(Dataset entries)
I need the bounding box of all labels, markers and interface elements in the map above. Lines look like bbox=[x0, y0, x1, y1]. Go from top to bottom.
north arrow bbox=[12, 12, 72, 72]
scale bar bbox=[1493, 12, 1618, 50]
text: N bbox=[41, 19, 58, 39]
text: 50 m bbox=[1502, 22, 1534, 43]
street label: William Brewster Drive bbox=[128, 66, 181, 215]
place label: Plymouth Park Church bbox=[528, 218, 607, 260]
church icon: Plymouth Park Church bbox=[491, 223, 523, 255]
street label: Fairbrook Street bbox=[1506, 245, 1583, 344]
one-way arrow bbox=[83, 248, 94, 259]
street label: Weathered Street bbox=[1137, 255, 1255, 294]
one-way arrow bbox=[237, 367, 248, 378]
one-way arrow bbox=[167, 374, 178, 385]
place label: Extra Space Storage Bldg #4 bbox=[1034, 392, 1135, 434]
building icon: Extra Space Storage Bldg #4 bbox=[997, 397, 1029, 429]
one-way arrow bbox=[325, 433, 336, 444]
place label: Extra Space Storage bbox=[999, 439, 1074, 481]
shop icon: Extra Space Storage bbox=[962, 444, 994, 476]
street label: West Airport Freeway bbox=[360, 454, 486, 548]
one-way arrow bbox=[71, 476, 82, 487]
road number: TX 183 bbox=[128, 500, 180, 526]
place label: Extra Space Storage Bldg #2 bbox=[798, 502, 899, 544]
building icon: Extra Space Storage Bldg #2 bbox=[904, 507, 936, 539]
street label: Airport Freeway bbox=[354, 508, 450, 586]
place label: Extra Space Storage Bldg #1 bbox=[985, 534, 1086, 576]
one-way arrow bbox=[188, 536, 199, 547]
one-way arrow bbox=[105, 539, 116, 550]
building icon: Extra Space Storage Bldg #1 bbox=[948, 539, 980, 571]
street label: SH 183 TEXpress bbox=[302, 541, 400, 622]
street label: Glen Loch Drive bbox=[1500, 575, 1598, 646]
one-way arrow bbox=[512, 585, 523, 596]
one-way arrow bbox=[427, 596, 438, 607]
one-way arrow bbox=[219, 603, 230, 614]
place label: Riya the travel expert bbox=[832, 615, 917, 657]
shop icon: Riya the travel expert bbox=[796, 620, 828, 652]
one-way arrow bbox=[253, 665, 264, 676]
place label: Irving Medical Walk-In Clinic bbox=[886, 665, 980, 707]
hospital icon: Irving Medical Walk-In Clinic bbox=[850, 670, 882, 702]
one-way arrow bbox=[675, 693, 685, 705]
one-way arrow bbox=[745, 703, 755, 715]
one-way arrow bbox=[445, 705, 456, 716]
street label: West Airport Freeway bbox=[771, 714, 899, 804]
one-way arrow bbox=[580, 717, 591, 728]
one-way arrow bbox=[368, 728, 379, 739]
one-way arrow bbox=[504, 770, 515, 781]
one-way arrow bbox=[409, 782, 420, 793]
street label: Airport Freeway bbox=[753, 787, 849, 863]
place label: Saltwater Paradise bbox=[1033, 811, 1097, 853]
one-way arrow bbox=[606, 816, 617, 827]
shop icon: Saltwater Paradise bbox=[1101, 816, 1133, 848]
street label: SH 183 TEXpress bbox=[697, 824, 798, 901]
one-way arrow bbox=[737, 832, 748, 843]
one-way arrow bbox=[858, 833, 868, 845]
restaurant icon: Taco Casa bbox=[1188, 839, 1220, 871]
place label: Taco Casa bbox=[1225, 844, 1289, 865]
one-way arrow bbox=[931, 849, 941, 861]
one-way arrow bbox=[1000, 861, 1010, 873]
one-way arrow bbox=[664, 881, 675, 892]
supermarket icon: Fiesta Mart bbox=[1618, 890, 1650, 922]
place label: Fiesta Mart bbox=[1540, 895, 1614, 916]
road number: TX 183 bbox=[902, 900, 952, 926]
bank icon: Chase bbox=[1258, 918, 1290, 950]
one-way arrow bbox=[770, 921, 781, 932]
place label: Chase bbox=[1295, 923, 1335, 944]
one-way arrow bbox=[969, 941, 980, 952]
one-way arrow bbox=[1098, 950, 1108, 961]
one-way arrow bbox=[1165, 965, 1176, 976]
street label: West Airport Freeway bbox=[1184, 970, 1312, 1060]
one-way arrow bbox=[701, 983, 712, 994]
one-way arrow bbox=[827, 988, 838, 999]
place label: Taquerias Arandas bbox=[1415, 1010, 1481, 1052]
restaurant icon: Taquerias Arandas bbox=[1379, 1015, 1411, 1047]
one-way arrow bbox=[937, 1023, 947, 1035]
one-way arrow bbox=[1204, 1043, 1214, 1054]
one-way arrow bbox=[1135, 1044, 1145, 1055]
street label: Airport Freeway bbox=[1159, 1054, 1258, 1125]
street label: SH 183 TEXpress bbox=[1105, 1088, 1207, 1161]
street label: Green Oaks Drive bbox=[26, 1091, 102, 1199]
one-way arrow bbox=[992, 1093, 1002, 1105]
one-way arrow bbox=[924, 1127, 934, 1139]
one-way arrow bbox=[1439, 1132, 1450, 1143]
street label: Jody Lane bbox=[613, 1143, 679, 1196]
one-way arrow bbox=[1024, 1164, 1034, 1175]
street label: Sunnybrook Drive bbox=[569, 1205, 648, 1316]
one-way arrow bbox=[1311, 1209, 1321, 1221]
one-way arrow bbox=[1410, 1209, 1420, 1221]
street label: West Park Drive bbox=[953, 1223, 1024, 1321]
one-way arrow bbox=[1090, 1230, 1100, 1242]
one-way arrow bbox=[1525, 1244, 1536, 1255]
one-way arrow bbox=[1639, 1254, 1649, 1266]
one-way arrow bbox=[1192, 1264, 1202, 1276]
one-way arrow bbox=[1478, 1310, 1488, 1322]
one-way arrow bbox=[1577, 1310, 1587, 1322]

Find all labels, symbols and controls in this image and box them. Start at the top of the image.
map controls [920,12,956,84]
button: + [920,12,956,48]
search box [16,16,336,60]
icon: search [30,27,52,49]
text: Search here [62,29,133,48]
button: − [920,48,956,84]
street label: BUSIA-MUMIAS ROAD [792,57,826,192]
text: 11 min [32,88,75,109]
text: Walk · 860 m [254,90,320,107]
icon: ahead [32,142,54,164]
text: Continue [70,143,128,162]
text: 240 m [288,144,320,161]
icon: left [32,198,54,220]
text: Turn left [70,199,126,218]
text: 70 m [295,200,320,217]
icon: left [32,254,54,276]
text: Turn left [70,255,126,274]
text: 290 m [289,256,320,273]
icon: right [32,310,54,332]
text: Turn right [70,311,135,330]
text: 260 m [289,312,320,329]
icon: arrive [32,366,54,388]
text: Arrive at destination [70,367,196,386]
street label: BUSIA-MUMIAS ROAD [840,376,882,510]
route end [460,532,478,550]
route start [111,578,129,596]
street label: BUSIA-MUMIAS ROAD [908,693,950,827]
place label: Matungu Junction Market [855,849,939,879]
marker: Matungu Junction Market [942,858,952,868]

Problem description
Repeat every record above precisely.

Expected answer
I need the bounding box of all labels, markers and interface elements in the map above. Lines look like bbox=[x0, y0, x1, y1]. Go from top to bottom.
north arrow bbox=[12, 12, 72, 72]
scale bar bbox=[1493, 12, 1618, 50]
text: N bbox=[41, 19, 58, 39]
text: 50 m bbox=[1502, 22, 1534, 43]
street label: William Brewster Drive bbox=[128, 66, 181, 215]
place label: Plymouth Park Church bbox=[528, 218, 607, 260]
church icon: Plymouth Park Church bbox=[491, 223, 523, 255]
street label: Fairbrook Street bbox=[1506, 245, 1583, 344]
one-way arrow bbox=[83, 248, 94, 259]
street label: Weathered Street bbox=[1137, 255, 1255, 294]
one-way arrow bbox=[237, 367, 248, 378]
one-way arrow bbox=[167, 374, 178, 385]
place label: Extra Space Storage Bldg #4 bbox=[1034, 392, 1135, 434]
building icon: Extra Space Storage Bldg #4 bbox=[997, 397, 1029, 429]
one-way arrow bbox=[325, 433, 336, 444]
place label: Extra Space Storage bbox=[999, 439, 1074, 481]
shop icon: Extra Space Storage bbox=[962, 444, 994, 476]
street label: West Airport Freeway bbox=[360, 454, 486, 548]
one-way arrow bbox=[71, 476, 82, 487]
road number: TX 183 bbox=[128, 500, 180, 526]
place label: Extra Space Storage Bldg #2 bbox=[798, 502, 899, 544]
building icon: Extra Space Storage Bldg #2 bbox=[904, 507, 936, 539]
street label: Airport Freeway bbox=[354, 508, 450, 586]
place label: Extra Space Storage Bldg #1 bbox=[985, 534, 1086, 576]
one-way arrow bbox=[188, 536, 199, 547]
one-way arrow bbox=[105, 539, 116, 550]
building icon: Extra Space Storage Bldg #1 bbox=[948, 539, 980, 571]
street label: SH 183 TEXpress bbox=[302, 541, 400, 622]
street label: Glen Loch Drive bbox=[1500, 575, 1598, 646]
one-way arrow bbox=[512, 585, 523, 596]
one-way arrow bbox=[427, 596, 438, 607]
one-way arrow bbox=[219, 603, 230, 614]
place label: Riya the travel expert bbox=[832, 615, 917, 657]
shop icon: Riya the travel expert bbox=[796, 620, 828, 652]
one-way arrow bbox=[253, 665, 264, 676]
place label: Irving Medical Walk-In Clinic bbox=[886, 665, 980, 707]
hospital icon: Irving Medical Walk-In Clinic bbox=[850, 670, 882, 702]
one-way arrow bbox=[675, 693, 685, 705]
one-way arrow bbox=[745, 703, 755, 715]
one-way arrow bbox=[445, 705, 456, 716]
street label: West Airport Freeway bbox=[771, 714, 899, 804]
one-way arrow bbox=[580, 717, 591, 728]
one-way arrow bbox=[368, 728, 379, 739]
one-way arrow bbox=[504, 770, 515, 781]
one-way arrow bbox=[409, 782, 420, 793]
street label: Airport Freeway bbox=[753, 787, 849, 863]
place label: Saltwater Paradise bbox=[1033, 811, 1097, 853]
one-way arrow bbox=[606, 816, 617, 827]
shop icon: Saltwater Paradise bbox=[1101, 816, 1133, 848]
street label: SH 183 TEXpress bbox=[697, 824, 798, 901]
one-way arrow bbox=[737, 832, 748, 843]
one-way arrow bbox=[858, 833, 868, 845]
restaurant icon: Taco Casa bbox=[1188, 839, 1220, 871]
place label: Taco Casa bbox=[1225, 844, 1289, 865]
one-way arrow bbox=[931, 849, 941, 861]
one-way arrow bbox=[1000, 861, 1010, 873]
one-way arrow bbox=[664, 881, 675, 892]
supermarket icon: Fiesta Mart bbox=[1618, 890, 1650, 922]
place label: Fiesta Mart bbox=[1540, 895, 1614, 916]
road number: TX 183 bbox=[902, 900, 952, 926]
bank icon: Chase bbox=[1258, 918, 1290, 950]
one-way arrow bbox=[770, 921, 781, 932]
place label: Chase bbox=[1295, 923, 1335, 944]
one-way arrow bbox=[969, 941, 980, 952]
one-way arrow bbox=[1098, 950, 1108, 961]
one-way arrow bbox=[1165, 965, 1176, 976]
street label: West Airport Freeway bbox=[1184, 970, 1312, 1060]
one-way arrow bbox=[701, 983, 712, 994]
one-way arrow bbox=[827, 988, 838, 999]
place label: Taquerias Arandas bbox=[1415, 1010, 1481, 1052]
restaurant icon: Taquerias Arandas bbox=[1379, 1015, 1411, 1047]
one-way arrow bbox=[937, 1023, 947, 1035]
one-way arrow bbox=[1204, 1043, 1214, 1054]
one-way arrow bbox=[1135, 1044, 1145, 1055]
street label: Airport Freeway bbox=[1159, 1054, 1258, 1125]
street label: SH 183 TEXpress bbox=[1105, 1088, 1207, 1161]
street label: Green Oaks Drive bbox=[26, 1091, 102, 1199]
one-way arrow bbox=[992, 1093, 1002, 1105]
one-way arrow bbox=[924, 1127, 934, 1139]
one-way arrow bbox=[1439, 1132, 1450, 1143]
street label: Jody Lane bbox=[613, 1143, 679, 1196]
one-way arrow bbox=[1024, 1164, 1034, 1175]
street label: Sunnybrook Drive bbox=[569, 1205, 648, 1316]
one-way arrow bbox=[1311, 1209, 1321, 1221]
one-way arrow bbox=[1410, 1209, 1420, 1221]
street label: West Park Drive bbox=[953, 1223, 1024, 1321]
one-way arrow bbox=[1090, 1230, 1100, 1242]
one-way arrow bbox=[1525, 1244, 1536, 1255]
one-way arrow bbox=[1639, 1254, 1649, 1266]
one-way arrow bbox=[1192, 1264, 1202, 1276]
one-way arrow bbox=[1478, 1310, 1488, 1322]
one-way arrow bbox=[1577, 1310, 1587, 1322]

Find all labels, symbols and controls in this image and box them. Start at the top of the image.
map controls [920,12,956,84]
button: + [920,12,956,48]
search box [16,16,336,60]
icon: search [30,27,52,49]
text: Search here [62,29,133,48]
button: − [920,48,956,84]
street label: BUSIA-MUMIAS ROAD [792,57,826,192]
text: 11 min [32,88,75,109]
text: Walk · 860 m [254,90,320,107]
icon: ahead [32,142,54,164]
text: Continue [70,143,128,162]
text: 240 m [288,144,320,161]
icon: left [32,198,54,220]
text: Turn left [70,199,126,218]
text: 70 m [295,200,320,217]
icon: left [32,254,54,276]
text: Turn left [70,255,126,274]
text: 290 m [289,256,320,273]
icon: right [32,310,54,332]
text: Turn right [70,311,135,330]
text: 260 m [289,312,320,329]
icon: arrive [32,366,54,388]
text: Arrive at destination [70,367,196,386]
street label: BUSIA-MUMIAS ROAD [840,376,882,510]
route end [460,532,478,550]
route start [111,578,129,596]
street label: BUSIA-MUMIAS ROAD [908,693,950,827]
place label: Matungu Junction Market [855,849,939,879]
marker: Matungu Junction Market [942,858,952,868]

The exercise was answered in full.